→ PROVIDED RECORDS:
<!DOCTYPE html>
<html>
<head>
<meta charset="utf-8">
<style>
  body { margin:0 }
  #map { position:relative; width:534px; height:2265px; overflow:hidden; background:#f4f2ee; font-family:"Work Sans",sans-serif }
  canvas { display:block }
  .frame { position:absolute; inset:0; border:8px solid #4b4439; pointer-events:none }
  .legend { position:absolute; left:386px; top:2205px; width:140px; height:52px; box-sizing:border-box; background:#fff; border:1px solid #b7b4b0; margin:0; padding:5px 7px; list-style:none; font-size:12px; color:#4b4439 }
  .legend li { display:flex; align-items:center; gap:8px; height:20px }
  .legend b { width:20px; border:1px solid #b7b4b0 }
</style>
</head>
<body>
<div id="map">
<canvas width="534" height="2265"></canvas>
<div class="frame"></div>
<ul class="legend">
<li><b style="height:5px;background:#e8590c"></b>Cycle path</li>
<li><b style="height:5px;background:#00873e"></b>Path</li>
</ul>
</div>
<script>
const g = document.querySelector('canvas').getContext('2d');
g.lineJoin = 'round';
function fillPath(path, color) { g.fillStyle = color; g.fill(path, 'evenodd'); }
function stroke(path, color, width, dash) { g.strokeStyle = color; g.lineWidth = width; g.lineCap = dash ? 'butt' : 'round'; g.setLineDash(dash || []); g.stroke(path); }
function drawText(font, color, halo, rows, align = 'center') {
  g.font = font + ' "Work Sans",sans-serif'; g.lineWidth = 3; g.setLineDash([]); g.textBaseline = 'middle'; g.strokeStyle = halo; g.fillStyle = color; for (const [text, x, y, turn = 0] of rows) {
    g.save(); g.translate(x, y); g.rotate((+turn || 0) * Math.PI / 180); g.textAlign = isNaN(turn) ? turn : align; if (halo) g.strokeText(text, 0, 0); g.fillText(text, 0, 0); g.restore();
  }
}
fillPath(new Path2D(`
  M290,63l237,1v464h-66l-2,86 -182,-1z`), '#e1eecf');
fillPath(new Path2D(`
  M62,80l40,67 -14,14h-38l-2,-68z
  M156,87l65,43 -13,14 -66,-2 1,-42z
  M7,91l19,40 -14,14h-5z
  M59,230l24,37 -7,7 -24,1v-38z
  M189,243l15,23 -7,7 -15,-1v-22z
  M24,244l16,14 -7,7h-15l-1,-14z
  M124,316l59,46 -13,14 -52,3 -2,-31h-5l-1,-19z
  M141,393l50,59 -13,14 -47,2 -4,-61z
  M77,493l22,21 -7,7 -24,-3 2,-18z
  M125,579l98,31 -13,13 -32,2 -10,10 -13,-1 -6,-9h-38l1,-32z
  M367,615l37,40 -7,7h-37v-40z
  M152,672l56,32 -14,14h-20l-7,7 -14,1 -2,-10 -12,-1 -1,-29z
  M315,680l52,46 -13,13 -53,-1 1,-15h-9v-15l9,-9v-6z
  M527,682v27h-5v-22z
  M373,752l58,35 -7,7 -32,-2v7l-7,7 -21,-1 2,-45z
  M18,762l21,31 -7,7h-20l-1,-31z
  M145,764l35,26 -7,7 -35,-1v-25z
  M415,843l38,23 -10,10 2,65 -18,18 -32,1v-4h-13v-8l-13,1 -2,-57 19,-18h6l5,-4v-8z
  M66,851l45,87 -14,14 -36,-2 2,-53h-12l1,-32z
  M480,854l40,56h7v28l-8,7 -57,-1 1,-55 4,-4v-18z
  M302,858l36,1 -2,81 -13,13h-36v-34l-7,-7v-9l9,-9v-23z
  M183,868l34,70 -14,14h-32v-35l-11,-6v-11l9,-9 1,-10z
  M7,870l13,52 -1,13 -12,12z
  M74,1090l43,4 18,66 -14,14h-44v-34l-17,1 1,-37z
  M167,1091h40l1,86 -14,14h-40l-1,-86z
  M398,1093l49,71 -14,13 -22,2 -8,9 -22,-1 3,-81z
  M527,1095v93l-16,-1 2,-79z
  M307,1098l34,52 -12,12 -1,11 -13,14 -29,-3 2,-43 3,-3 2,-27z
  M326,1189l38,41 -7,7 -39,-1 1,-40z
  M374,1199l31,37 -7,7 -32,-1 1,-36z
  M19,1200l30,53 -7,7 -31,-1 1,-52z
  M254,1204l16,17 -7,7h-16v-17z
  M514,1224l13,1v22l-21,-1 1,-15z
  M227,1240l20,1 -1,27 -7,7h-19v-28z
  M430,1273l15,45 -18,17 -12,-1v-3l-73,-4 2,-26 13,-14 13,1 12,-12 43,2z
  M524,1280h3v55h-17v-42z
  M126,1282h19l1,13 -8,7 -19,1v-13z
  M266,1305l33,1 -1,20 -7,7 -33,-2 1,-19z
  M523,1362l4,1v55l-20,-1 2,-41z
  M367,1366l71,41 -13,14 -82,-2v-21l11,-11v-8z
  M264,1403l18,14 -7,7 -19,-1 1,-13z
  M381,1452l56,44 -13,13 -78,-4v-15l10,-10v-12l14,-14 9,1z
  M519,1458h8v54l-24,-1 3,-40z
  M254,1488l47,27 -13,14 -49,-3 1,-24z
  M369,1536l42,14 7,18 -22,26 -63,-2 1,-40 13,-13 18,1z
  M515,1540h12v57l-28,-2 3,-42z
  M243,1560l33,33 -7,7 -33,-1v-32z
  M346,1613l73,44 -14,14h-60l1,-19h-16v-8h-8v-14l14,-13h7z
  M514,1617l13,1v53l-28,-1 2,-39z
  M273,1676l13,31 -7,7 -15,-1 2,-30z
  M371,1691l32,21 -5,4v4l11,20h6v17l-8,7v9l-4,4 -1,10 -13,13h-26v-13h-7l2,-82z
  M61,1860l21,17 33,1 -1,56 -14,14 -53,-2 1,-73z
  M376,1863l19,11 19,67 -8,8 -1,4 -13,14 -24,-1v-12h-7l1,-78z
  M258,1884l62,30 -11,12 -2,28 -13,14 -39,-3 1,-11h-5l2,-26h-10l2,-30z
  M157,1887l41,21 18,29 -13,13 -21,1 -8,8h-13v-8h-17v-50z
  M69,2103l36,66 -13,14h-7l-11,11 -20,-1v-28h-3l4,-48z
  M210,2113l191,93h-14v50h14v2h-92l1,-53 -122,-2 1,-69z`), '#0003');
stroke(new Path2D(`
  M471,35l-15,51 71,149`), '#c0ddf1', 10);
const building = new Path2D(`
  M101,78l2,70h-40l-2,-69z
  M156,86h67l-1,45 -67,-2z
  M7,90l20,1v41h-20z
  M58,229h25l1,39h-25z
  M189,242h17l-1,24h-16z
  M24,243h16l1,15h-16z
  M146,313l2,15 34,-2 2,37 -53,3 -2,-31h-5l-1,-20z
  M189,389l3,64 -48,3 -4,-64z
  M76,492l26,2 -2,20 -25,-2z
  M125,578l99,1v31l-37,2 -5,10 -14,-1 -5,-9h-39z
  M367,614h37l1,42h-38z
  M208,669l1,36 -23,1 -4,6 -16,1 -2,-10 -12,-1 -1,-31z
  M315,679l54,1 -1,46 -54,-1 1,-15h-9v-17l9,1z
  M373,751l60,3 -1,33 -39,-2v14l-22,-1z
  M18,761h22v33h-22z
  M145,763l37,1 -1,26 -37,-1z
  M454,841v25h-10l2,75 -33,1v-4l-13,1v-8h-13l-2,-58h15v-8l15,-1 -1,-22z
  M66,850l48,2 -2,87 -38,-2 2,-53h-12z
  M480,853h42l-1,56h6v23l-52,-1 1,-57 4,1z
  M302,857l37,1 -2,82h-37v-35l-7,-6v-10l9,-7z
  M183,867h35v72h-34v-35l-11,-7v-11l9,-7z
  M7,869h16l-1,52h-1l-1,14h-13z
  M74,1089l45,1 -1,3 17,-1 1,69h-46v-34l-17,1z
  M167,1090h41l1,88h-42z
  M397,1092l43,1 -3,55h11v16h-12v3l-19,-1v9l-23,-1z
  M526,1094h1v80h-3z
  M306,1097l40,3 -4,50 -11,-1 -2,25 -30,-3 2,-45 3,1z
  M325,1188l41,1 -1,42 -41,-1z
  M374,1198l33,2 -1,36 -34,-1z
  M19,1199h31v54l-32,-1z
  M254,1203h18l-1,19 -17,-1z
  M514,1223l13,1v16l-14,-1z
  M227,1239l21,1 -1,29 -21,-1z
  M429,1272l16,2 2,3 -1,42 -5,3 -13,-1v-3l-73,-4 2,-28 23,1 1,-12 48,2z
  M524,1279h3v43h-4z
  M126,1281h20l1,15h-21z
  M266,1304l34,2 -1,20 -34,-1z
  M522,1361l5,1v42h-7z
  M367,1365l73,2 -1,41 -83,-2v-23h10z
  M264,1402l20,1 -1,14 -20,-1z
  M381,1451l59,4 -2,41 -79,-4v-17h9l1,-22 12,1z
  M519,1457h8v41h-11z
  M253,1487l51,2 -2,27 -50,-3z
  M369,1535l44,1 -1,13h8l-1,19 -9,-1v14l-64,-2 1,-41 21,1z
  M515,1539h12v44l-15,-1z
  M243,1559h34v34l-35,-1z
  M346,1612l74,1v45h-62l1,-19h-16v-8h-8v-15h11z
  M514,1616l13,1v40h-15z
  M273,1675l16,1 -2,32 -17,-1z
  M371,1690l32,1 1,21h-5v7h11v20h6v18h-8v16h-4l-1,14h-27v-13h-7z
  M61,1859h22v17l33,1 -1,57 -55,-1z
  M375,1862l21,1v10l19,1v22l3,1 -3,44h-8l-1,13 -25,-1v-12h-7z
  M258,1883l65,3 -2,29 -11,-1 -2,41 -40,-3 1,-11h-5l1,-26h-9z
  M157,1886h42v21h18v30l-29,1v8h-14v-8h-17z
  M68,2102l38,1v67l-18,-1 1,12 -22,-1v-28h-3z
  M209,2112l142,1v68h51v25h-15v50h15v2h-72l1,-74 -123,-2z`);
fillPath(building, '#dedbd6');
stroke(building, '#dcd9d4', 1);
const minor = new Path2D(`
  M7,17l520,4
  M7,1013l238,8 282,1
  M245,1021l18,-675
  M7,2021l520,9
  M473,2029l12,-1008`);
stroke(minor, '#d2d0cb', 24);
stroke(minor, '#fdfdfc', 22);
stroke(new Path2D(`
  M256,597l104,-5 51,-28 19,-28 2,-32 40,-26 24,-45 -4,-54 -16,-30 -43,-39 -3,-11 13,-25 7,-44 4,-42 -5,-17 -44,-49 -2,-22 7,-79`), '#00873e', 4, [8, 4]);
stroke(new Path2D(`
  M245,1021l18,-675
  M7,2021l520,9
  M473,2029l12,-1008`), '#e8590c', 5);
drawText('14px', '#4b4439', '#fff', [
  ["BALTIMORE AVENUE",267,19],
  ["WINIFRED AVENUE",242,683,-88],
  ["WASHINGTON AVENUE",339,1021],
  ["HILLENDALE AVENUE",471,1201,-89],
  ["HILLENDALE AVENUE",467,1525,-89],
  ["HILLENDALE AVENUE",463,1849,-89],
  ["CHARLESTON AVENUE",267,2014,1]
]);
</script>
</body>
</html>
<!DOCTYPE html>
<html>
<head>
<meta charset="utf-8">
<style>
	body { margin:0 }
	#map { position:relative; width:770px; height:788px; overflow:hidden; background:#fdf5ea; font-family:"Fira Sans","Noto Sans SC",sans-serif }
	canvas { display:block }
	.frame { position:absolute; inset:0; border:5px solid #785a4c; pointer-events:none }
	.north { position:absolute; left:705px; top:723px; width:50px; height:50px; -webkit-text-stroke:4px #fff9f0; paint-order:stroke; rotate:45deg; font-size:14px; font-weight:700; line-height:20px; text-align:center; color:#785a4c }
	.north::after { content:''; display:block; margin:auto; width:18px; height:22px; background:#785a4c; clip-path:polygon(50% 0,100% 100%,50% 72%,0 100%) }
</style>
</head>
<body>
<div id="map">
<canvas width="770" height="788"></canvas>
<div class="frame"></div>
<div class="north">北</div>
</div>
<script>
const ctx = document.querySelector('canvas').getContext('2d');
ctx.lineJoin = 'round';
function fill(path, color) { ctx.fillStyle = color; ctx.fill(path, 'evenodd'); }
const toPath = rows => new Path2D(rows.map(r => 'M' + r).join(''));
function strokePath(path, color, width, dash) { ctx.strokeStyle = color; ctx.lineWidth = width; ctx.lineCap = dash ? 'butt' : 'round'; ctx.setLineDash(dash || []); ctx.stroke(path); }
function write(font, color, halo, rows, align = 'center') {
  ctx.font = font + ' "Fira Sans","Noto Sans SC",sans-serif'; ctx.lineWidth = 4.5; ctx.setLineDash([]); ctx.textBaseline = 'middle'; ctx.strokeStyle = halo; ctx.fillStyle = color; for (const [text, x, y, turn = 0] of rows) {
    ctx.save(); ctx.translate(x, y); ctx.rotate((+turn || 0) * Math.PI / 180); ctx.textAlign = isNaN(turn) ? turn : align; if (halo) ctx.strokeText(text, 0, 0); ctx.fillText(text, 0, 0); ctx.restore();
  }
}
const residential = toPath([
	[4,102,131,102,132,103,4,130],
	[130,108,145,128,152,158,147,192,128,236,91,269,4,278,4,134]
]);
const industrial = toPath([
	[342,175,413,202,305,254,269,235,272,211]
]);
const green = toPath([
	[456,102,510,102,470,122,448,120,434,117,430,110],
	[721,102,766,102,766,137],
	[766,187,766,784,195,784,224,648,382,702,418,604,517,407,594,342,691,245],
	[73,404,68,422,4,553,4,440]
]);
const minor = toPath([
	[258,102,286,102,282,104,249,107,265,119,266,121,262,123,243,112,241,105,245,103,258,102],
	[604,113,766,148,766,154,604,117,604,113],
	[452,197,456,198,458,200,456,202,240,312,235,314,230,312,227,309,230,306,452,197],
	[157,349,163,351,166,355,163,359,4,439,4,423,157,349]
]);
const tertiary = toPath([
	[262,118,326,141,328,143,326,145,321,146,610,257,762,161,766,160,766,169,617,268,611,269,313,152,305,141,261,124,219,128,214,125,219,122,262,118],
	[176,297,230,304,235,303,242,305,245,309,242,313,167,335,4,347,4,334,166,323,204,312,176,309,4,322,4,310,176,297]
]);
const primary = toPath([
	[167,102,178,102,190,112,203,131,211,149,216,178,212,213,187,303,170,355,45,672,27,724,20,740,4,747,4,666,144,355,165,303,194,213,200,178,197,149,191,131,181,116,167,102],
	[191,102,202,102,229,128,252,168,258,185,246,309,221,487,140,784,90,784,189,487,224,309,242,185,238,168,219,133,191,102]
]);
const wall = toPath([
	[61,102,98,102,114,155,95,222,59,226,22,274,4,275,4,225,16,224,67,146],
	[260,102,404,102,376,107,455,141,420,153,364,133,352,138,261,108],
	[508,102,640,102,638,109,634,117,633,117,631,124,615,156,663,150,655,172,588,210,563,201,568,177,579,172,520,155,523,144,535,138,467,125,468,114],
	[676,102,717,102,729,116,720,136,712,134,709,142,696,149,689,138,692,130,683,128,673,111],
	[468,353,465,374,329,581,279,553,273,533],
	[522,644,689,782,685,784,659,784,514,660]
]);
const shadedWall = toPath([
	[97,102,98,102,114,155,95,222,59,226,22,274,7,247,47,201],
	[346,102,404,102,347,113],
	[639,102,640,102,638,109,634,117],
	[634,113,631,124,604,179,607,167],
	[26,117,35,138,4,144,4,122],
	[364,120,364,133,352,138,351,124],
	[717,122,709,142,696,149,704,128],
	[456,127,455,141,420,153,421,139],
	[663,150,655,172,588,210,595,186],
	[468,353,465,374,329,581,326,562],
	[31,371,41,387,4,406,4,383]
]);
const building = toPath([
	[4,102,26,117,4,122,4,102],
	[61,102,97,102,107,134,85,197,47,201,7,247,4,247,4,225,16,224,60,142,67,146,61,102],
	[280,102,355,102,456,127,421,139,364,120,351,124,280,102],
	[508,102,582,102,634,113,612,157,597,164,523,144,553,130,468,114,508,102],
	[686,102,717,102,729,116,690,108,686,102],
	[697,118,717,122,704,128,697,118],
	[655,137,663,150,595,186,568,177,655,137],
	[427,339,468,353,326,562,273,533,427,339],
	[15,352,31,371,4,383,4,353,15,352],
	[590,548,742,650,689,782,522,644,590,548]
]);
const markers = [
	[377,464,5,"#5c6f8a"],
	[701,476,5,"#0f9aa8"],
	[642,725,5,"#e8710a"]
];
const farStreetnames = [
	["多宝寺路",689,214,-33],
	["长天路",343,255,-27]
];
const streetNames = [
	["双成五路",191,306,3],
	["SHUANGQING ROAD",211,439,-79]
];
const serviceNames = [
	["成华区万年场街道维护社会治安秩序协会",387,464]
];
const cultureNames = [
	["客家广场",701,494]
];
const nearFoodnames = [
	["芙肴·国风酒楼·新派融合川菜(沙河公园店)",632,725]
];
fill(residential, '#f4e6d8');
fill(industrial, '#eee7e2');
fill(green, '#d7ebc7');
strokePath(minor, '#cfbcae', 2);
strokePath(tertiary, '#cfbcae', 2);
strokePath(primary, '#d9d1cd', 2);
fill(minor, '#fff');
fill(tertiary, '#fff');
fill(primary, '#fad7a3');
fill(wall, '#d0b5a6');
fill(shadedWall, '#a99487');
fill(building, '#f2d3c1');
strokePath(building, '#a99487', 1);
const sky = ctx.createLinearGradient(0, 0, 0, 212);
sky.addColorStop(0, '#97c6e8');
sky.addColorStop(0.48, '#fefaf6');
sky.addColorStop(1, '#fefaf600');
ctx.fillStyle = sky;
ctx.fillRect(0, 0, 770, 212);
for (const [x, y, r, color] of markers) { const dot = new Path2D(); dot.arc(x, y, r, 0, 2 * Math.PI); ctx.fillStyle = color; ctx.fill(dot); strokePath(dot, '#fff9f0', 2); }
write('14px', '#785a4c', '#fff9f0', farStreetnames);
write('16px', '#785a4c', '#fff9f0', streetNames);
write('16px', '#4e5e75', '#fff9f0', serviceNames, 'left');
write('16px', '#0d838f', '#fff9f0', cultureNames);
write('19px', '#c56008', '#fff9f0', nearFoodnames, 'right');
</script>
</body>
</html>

→ EXERCISE OBJECTIVE: Out of the records above, pick each line that contains the string "addColorStop".

→ WRITTEN SOLUTION:
sky.addColorStop(0, '#97c6e8');
sky.addColorStop(0.48, '#fefaf6');
sky.addColorStop(1, '#fefaf600');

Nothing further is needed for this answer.